Rains are starting to dampen the drought across the state of Mississippi.
Since last week, mother nature brought close to a foot in water back into the Ross Barnett Reservoir. Runoff from the rains continue to fill the lake, but they're still a way's from a normal level.
"It's still almost two feet low, but it is rising and it will rise for the next seven to eight days with our forecast from the national weather service," said John Sigman, General Manager of the Pearl River Valley Water Supply District. "So were going to go ahead and open up the ramps."
The rains are also dampening the chance of wildfires.
Grass and vegetation that dried out early this year, now soaked in the showers, has a lower chance of sparking a flame.
Forestry officials say they've already battle 11,000 acres in wildfires this year.
"Even though the rain is starting to fall, the vegetation because of the drought is so dead that once the rain has fallen, the fire fuels dry out really quickly because they are so dead," said Russell Bozeman with the Mississippi Forestry Commission. "Conditions have gotten much better."
Were not completely out of the woods yet according to forestry officials.

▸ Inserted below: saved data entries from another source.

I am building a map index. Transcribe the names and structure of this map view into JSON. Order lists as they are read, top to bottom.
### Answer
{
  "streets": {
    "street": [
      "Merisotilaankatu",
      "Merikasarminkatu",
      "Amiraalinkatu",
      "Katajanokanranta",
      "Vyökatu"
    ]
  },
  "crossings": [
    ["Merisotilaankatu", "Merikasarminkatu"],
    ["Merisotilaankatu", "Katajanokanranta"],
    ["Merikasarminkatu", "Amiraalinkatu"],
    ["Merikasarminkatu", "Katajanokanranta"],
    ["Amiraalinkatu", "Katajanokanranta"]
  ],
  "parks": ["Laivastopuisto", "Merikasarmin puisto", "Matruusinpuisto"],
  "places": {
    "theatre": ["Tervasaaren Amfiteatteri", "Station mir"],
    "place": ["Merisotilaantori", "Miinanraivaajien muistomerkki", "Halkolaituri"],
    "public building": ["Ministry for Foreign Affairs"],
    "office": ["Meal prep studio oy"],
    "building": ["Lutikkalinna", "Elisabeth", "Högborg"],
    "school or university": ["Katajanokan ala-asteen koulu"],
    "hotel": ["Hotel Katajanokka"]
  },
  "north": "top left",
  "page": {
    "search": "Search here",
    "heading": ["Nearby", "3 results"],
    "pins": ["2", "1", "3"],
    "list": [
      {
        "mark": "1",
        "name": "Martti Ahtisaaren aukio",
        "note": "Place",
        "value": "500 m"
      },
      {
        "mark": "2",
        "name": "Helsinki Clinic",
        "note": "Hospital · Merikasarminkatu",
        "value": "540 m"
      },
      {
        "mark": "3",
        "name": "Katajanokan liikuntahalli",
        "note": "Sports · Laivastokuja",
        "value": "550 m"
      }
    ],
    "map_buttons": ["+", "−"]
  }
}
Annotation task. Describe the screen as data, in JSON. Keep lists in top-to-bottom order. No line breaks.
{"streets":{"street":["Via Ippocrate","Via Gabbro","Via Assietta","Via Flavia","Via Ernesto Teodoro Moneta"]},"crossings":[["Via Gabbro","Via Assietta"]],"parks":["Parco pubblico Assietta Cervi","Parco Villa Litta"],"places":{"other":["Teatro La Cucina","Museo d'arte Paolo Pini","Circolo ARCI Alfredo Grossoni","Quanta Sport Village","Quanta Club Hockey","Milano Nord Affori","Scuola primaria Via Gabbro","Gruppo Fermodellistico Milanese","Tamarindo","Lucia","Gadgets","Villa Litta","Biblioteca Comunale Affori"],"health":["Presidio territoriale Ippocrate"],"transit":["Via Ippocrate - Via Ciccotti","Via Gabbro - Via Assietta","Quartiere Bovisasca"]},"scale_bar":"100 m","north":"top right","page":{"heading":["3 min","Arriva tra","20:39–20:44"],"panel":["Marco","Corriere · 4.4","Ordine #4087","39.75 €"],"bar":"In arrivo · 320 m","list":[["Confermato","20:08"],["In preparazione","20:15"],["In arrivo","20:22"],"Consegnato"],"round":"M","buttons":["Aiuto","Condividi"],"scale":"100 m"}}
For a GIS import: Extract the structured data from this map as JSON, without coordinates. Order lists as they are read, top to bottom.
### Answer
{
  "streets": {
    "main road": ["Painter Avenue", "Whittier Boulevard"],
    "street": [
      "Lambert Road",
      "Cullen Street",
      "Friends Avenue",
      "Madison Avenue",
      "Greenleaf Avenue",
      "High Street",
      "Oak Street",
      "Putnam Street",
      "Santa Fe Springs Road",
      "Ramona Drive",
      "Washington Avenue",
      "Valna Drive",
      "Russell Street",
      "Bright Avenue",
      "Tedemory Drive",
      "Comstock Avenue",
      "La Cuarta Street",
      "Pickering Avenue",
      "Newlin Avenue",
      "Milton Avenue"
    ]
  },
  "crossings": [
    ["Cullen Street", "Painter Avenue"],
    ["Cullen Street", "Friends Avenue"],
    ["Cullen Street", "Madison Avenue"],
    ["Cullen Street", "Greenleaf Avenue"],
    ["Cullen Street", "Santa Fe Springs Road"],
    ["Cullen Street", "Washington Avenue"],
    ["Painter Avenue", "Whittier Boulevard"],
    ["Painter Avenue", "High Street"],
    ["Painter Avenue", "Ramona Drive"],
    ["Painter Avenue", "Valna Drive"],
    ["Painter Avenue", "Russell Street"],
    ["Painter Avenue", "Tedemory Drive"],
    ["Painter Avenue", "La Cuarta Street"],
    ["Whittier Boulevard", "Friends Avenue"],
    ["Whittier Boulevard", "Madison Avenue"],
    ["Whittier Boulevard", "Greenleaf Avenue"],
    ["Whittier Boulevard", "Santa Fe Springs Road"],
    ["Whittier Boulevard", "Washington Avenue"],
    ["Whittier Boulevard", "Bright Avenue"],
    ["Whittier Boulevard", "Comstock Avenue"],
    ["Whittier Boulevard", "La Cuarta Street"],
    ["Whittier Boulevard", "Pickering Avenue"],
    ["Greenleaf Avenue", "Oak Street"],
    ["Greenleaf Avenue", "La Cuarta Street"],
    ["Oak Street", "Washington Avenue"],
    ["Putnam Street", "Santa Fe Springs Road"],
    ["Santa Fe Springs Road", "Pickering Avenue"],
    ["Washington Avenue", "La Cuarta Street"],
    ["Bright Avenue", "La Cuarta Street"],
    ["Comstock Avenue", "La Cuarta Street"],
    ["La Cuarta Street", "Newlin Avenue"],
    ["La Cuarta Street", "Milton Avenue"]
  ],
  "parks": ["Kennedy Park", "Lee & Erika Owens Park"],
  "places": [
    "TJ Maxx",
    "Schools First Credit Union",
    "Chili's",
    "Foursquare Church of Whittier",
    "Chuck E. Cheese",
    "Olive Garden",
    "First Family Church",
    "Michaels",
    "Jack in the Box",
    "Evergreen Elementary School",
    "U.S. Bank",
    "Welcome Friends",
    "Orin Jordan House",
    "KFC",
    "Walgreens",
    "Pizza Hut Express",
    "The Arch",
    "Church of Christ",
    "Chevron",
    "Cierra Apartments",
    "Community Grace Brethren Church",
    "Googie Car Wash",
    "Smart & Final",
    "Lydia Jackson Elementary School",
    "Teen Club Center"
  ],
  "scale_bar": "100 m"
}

"To keep fire occurrences low, we need rain in periodic intervals," Bozeman added. "The forecast looks very good for that."
More rain can only help reservoir levels.
"Typically in January is when we have our monsoon season if you will and typically we'll fill the lake up by the end of February," Sigman explained. "So hopefully in the next several days we'll continue to see it rise."
Reservoir officials are also reminding boaters to still use caution, because there are still sandbars and other obstacles, barely submerged, which could pose a danger.